When creating a new usecase, you should first specify a DATA TYPE among:

  • Tabular (including textual)
  • Time series
  • Images

Then, you can specify a usecase name linked to a previously created Data Set.

_images/new_usecase.png

Depending on the TRAINING TYPE, some options are displayed :

  • Hold out : only for Tabular usecases. It is a Data Set that will be predicted for each model trained and the performance will be compute on it
  • Image folder : only for Images usecases.
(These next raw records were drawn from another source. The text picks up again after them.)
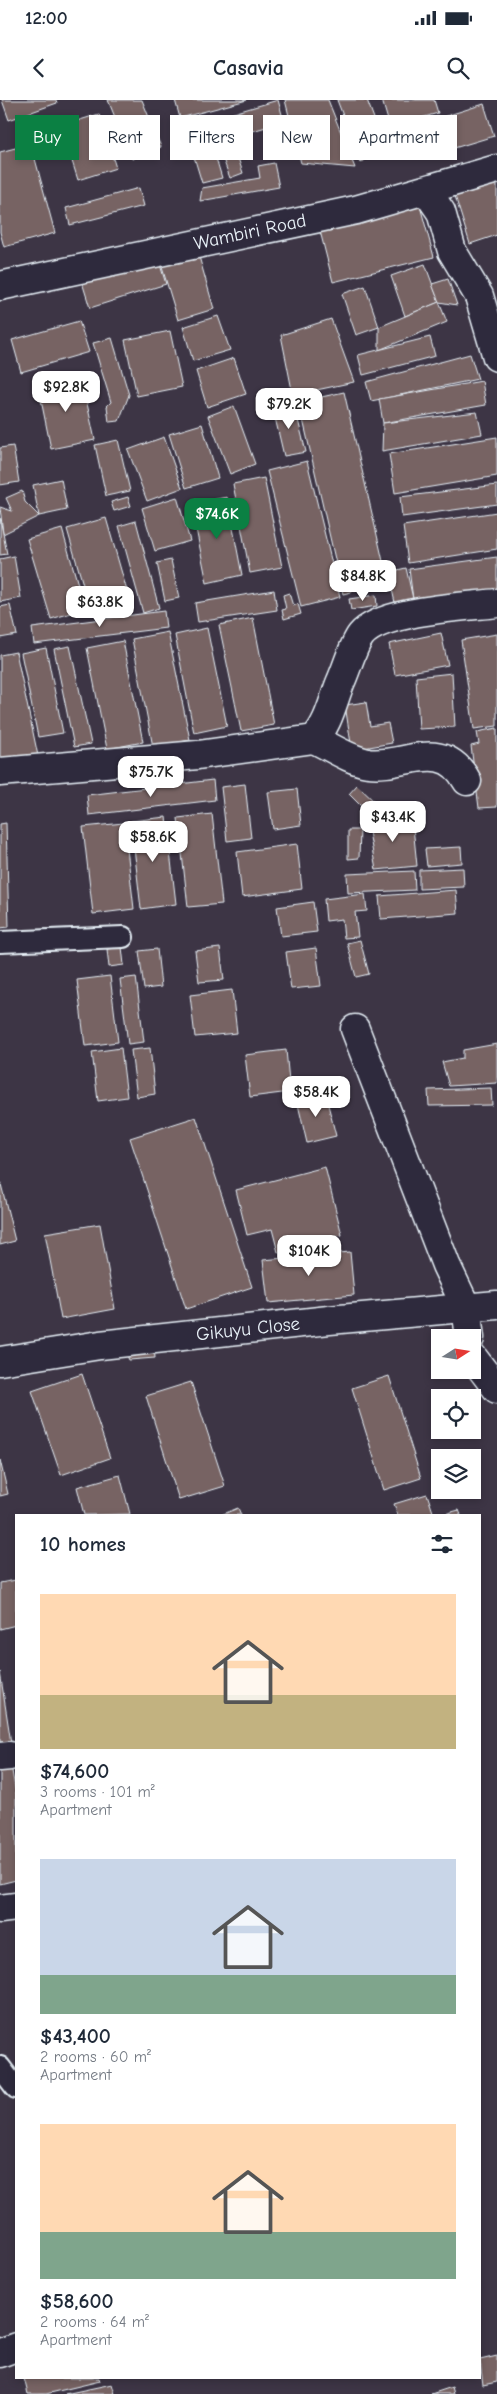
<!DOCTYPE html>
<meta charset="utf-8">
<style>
body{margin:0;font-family:"Comic Neue",sans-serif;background:#f2f2f3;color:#1f2937;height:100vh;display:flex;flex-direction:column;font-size:19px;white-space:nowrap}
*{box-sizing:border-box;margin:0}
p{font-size:16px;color:#747a83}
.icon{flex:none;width:28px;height:28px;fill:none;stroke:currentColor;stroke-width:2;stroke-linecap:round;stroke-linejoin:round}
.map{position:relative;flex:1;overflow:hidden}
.drawer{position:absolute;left:15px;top:1414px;width:466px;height:865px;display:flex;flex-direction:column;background:#fff;border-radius:0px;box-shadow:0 2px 8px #0003}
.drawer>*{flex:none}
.banner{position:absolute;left:15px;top:15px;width:468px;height:45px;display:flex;gap:10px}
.needle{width:32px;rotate:78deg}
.controls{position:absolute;left:431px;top:1229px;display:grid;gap:10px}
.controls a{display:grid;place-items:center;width:50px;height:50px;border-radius:0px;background:#fff;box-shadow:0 2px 8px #0003;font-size:25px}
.price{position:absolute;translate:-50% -42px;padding:0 11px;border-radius:10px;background:#fff;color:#222;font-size:16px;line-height:32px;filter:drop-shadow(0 1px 2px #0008)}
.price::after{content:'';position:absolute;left:50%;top:30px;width:15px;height:11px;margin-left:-8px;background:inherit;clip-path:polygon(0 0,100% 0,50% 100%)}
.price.on{background:#0b8043;color:#fff}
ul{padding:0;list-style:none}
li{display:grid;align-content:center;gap:10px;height:265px;padding:0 25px}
li span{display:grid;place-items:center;height:155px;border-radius:0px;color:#555}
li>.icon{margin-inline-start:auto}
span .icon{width:90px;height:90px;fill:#fffc;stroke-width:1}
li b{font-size:21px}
h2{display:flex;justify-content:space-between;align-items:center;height:60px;padding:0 25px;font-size:21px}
.chip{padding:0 18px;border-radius:0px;background:#fff;box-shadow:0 2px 8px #0003;font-size:18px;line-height:45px}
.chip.on{background:#0b8043;color:#fff}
.status{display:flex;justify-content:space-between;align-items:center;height:35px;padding:0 25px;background:#fff;direction:ltr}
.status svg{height:14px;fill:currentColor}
header{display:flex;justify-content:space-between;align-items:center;height:65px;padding:0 25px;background:#fff;font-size:22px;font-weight:800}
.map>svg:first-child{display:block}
.building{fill:#776364;stroke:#e8f1f8}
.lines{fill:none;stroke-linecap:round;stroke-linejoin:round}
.service-casing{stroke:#e8f1f8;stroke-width:24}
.minor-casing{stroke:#e8f1f8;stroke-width:31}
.service{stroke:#2f2a3d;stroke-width:20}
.minor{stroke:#2f2a3d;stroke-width:28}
.labels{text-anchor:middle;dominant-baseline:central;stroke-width:5;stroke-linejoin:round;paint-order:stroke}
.street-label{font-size:19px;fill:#e8f1f8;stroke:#2f2a3d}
</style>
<div class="status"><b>12:00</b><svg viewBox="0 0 49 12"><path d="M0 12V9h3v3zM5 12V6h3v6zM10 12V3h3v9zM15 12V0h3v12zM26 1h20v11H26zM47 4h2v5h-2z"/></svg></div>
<header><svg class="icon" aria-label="back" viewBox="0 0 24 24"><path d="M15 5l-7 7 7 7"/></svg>Casavia<svg class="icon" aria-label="search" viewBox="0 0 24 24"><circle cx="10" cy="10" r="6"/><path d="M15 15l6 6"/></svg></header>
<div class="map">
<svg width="497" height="2294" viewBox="0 0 497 2294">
<rect width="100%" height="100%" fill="#3d3545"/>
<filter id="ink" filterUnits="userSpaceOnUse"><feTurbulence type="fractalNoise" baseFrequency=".02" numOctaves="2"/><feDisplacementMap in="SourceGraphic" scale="10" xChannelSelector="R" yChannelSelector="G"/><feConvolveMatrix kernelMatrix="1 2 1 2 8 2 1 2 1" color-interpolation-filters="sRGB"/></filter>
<g filter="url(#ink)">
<g class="building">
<path d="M 2,0 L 56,0 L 57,3 L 9,20 Z"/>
<path d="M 108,0 L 142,0 L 161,47 L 132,59 Z"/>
<path d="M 175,0 L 247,0 L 180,18 Z"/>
<path d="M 278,0 L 284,22 L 185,50 L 179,29 Z"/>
<path d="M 285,0 L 328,0 L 355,68 L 301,63 Z"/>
<path d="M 337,0 L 367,0 L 384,45 L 361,63 Z"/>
<path d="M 382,0 L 434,0 L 438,13 L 390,27 Z"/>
<path d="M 484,4 L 494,36 L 421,58 L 411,27 Z"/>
<path d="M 99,14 L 116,68 L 78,80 L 61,26 Z"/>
<path d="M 233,43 L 243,73 L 230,78 L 219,48 Z"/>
<path d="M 31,44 L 55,133 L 4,147 L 0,132 L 0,52 Z"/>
<path d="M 212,45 L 222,78 L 202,83 L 192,50 Z"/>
<path d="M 274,63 L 279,87 L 200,101 L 202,88 L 260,78 L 258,66 Z"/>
<path d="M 497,82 L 497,135 L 470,144 L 455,96 Z"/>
<path d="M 139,88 L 144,106 L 70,125 L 66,108 Z"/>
<path d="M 420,106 L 434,157 L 333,182 L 320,131 Z"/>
<path d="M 198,153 L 214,209 L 178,220 L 161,164 Z"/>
<path d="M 158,158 L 166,184 L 90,208 L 82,182 Z"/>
<path d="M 425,164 L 439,202 L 405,216 L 391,176 Z"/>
<path d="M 448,179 L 457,205 L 439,202 L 432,184 Z"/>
<path d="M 365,186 L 379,227 L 356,235 L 342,194 Z"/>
<path d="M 439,202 L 447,222 L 379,250 L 379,227 Z"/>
<path d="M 218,216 L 230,250 L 193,261 L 183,227 Z"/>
<path d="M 331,219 L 354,282 L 293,295 L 281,235 Z"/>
<path d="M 79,221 L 89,252 L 21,272 L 12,240 Z"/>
<path d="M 170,231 L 182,287 L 137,296 L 125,240 Z"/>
<path d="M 430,237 L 435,256 L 363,275 L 358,255 Z"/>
<path d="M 112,238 L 129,295 L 119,321 L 109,322 L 107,306 L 111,302 L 93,243 Z"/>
<path d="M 470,254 L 478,279 L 371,301 L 366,282 Z"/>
<path d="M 234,258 L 246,294 L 207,307 L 196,271 Z"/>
<path d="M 81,276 L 95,340 L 51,349 L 38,285 Z"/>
<path d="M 482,281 L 486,305 L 383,323 L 379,299 Z"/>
<path d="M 344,292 L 388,483 L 343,494 L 299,302 Z"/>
<path d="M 294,304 L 306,352 L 284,356 L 273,309 Z"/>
<path d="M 234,306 L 255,364 L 230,374 L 208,316 Z"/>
<path d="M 477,312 L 482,334 L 382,351 L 383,323 Z"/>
<path d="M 202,324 L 218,378 L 186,388 L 169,334 Z"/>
<path d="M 164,337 L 182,388 L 147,401 L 128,350 Z"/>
<path d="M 497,337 L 497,376 L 395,393 L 389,354 Z"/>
<path d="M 118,340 L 130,391 L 106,396 L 95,345 Z"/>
<path d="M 13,346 L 19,382 L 0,385 L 0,348 Z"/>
<path d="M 307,361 L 340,497 L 301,507 L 267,371 Z"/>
<path d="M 264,378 L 282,467 L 250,473 L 233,384 Z"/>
<path d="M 61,379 L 67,410 L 39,416 L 33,385 Z"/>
<path d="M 497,385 L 497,404 L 402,417 L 400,397 Z"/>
<path d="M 22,391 L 25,402 L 39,416 L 3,434 L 0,407 L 12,411 L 6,398 Z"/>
<path d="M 128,397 L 131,406 L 114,411 L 111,402 Z"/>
<path d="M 177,397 L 190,441 L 155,451 L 142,408 Z"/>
<path d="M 227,397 L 242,475 L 207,483 L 191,404 Z"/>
<path d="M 497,412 L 497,449 L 408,463 L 403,426 Z"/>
<path d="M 0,418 L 7,454 L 0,455 Z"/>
<path d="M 106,418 L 129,498 L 90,509 L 67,429 Z"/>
<path d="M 136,421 L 159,508 L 143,513 L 119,426 Z"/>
<path d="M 62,429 L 85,509 L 51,519 L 27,439 Z"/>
<path d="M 14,456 L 21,498 L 0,502 L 0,459 Z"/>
<path d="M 497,457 L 497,495 L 414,507 L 409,469 Z"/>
<path d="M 171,460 L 179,498 L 165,501 L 157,463 Z"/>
<path d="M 406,468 L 414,503 L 396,507 L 391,485 L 396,484 L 393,471 Z"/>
<path d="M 274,490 L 277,510 L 198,522 L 195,503 Z"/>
<path d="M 289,493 L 293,506 L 298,504 L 301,514 L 284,519 L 282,510 L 286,509 L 283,495 Z"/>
<path d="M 376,495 L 377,506 L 351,510 L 349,499 Z"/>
<path d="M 10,505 L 17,535 L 0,538 L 0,507 Z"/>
<path d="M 164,511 L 166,528 L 34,544 L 32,528 Z"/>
<path d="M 253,518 L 274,625 L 241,631 L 219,525 Z"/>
<path d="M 207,528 L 227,626 L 194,633 L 175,535 Z"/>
<path d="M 168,532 L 190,640 L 153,647 L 132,539 Z"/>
<path d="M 441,533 L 448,565 L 395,575 L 389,544 Z"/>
<path d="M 497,534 L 497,626 L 474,629 L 461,540 Z"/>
<path d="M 123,541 L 143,642 L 107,649 L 87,548 Z"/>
<path d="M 70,546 L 91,644 L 74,647 L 54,549 Z"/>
<path d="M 46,548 L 63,633 L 38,637 L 21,553 Z"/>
<path d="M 16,552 L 38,656 L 0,664 L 0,555 Z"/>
<path d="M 452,573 L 455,627 L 419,629 L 416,577 Z"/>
<path d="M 366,602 L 370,626 L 388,623 L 392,643 L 352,650 L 345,605 Z"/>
<path d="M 497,628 L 497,707 L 479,708 L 471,646 L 479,644 L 477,632 Z"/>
<path d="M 213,680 L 215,700 L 89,715 L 87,695 Z"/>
<path d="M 245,684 L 251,738 L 227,741 L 221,687 Z"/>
<path d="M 357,685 L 378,705 L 369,714 L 349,694 Z"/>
<path d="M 297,689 L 301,725 L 273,729 L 268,692 Z"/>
<path d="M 212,714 L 222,804 L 188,807 L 178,718 Z"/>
<path d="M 166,717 L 176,804 L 141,809 L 131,721 Z"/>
<path d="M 412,717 L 417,766 L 376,770 L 367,721 Z"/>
<path d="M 6,723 L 9,827 L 0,828 L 0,724 Z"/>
<path d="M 124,723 L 134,809 L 93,814 L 83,727 Z"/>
<path d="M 348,730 L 360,730 L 359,758 L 348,759 Z"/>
<path d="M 297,744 L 302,789 L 242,797 L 237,752 Z"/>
<path d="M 461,747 L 462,763 L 427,766 L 425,749 Z"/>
<path d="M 463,768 L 464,787 L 419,789 L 419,770 Z"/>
<path d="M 414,771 L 415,790 L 348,793 L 347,774 Z"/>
<path d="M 456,790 L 458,813 L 381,819 L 379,796 Z"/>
<path d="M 365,794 L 367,811 L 355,812 L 358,837 L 344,838 L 342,819 L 326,821 L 324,799 Z"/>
<path d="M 313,802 L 317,832 L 281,836 L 277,807 Z"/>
<path d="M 360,840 L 369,874 L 356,877 L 347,843 Z"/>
<path d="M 122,847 L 124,865 L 109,867 L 107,849 Z"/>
<path d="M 220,848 L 224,880 L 199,882 L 195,851 Z"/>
<path d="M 316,848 L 321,886 L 291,889 L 286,852 Z"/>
<path d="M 157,849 L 161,887 L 144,889 L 139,851 Z"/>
<path d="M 110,876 L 118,942 L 85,946 L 77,880 Z"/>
<path d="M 136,877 L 144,942 L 128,944 L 120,879 Z"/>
<path d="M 232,890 L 237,933 L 195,937 L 190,895 Z"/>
<path d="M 497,944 L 497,983 L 449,986 L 442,962 L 463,958 L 463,950 Z"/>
<path d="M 121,948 L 127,997 L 98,1001 L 92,952 Z"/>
<path d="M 150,948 L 155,994 L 137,997 L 131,950 Z"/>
<path d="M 286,950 L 290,992 L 250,997 L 245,955 Z"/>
<path d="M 491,988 L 492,1005 L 429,1006 L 428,990 Z"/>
<path d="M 325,993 L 336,1036 L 307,1043 L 297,1000 Z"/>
<path d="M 196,1017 L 252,1187 L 186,1209 L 130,1038 Z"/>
<path d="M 325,1067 L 342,1135 L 278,1152 L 272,1129 L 247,1135 L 236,1090 Z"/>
<path d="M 0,1080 L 15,1141 L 0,1145 Z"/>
<path d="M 100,1124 L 115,1209 L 61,1219 L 45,1133 Z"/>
<path d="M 350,1152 L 354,1195 L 268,1203 L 263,1160 Z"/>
<path d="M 154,1246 L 155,1258 L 129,1260 L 124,1249 Z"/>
<path d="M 82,1274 L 110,1358 L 61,1375 L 32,1291 Z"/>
<path d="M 389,1276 L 421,1378 L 384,1390 L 352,1288 Z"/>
<path d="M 191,1282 L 225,1386 L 179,1400 L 146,1296 Z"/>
<path d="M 0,1360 L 8,1394 L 0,1396 Z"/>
<path d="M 120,1375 L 130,1414 L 84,1415 L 77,1387 Z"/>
<path d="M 427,1394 L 434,1415 L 398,1415 L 394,1404 Z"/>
<path d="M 238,1408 L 241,1415 L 221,1415 Z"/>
<path d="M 459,1410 L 461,1415 L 441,1415 Z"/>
<path d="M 16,1480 L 16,1525 L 0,1529 L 0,1483 Z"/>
<path d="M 0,1572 L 11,1643 L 0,1645 Z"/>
<path d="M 11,1665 L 16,1694 L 16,1780 L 0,1784 L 0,1667 Z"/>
<path d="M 497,2256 L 497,2282 L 483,2285 L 480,2260 Z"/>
<path d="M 24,2278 L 99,2278 L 100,2281 L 46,2294 L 28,2294 Z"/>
<path d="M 112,2284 L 115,2294 L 65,2294 Z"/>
<path d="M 452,2287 L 454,2294 L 431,2294 Z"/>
</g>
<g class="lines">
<g class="service-casing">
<g id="service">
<path d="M 0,842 L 123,837"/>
<path d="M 0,1967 L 16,1988"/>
</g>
</g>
<g class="minor-casing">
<g id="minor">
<path d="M 426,90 L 441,112 L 452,151 L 479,196 L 497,257"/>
<path d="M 0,186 L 356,110 L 497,69"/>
<path d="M 314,639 C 331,647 350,660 368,663 C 404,668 443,636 467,681"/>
<path d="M 0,672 L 198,655 L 314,639 C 329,624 333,600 341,581 C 347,568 353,545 361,535 C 381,510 466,507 497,503"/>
<path d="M 355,929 L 446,1165 L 466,1207 L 470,1238"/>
<path d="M 472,1256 L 497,1289"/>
<path d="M 0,1261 L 100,1245 L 329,1220 L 497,1205"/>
<path d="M 0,1657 L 10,1656"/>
<path d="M 0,1809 L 16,1807"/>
<path d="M 0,2253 L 16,2247"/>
</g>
</g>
<use href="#service" class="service"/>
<use href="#minor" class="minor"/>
</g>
</g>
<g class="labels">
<g class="street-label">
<text transform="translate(250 132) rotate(-12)">Wambiri Road</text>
<text transform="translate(248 1229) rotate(-6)">Gikuyu Close</text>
</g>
</g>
</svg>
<div class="controls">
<a><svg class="needle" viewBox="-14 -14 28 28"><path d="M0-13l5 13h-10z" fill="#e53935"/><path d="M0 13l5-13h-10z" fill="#747a83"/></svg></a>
<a><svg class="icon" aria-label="locate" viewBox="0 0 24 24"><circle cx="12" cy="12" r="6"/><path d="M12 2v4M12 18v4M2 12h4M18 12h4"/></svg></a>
<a><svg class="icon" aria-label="layers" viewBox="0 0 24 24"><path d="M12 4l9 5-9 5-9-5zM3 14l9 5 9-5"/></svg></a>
</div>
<b class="price" style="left:66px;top:313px">$92.8K</b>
<b class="price" style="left:289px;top:330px">$79.2K</b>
<b class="price on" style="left:217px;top:440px">$74.6K</b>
<b class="price" style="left:363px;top:502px">$84.8K</b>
<b class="price" style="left:100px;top:528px">$63.8K</b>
<b class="price" style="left:151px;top:698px">$75.7K</b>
<b class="price" style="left:393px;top:743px">$43.4K</b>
<b class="price" style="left:153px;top:763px">$58.6K</b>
<b class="price" style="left:316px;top:1018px">$58.4K</b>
<b class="price" style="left:309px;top:1177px">$104K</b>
<div class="banner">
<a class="chip on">Buy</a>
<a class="chip">Rent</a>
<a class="chip">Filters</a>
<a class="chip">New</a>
<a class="chip">Apartment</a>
</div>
<section class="drawer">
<h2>10 homes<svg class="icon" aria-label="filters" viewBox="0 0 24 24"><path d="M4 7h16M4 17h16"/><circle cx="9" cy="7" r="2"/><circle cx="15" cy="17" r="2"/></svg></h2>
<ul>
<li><span style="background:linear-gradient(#ffd9b3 65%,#c2b280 0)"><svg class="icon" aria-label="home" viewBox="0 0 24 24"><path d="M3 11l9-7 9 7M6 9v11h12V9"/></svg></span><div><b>$74,600</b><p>3 rooms · 101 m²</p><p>Apartment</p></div></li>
<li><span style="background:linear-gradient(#c9d6e8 75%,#7fa58c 0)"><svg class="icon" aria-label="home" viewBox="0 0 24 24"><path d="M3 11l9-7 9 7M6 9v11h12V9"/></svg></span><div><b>$43,400</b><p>2 rooms · 60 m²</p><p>Apartment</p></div></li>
<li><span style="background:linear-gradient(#ffd9b3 70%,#7fa58c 0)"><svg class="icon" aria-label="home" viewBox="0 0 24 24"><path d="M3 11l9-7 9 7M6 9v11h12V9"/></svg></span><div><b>$58,600</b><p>2 rooms · 64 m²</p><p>Apartment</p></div></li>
</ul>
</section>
</div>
It is a Data Set labelled as a folder containing images linked to a tabular Data Set

We offer 4 differents TRAINING TYPE:

TYPE TABULAR TIMESERIES IMAGE DEFINITION EXAMPLE
Regression OK OK OK Prediction of a quantitative feature 2.39 / 3.98 / 18.39
Classification OK   OK Prediction of a binary quantitative feature « Yes » / « No » ou 0 / 1
Multi classification OK   OK Prediction of a qualitative feature whose cardinality is > 2 « Victory » / « Defeat » / « Tie game »
Object detection     OK Detection from 1 to n objects per image + location Is there a train on this image ? If so, where ?

Tabular

The screens for these 3 types of usecases are extremely similar. Only metrics, detailed below, change according to the type of project. First, you should give your usecase a name and attach a previously created Data Set:

_images/train_1_ds.png

Note that only tabular Data Sets with an OK parsed status (✓ icon on the Data Set screen on the PARSED column) are selected.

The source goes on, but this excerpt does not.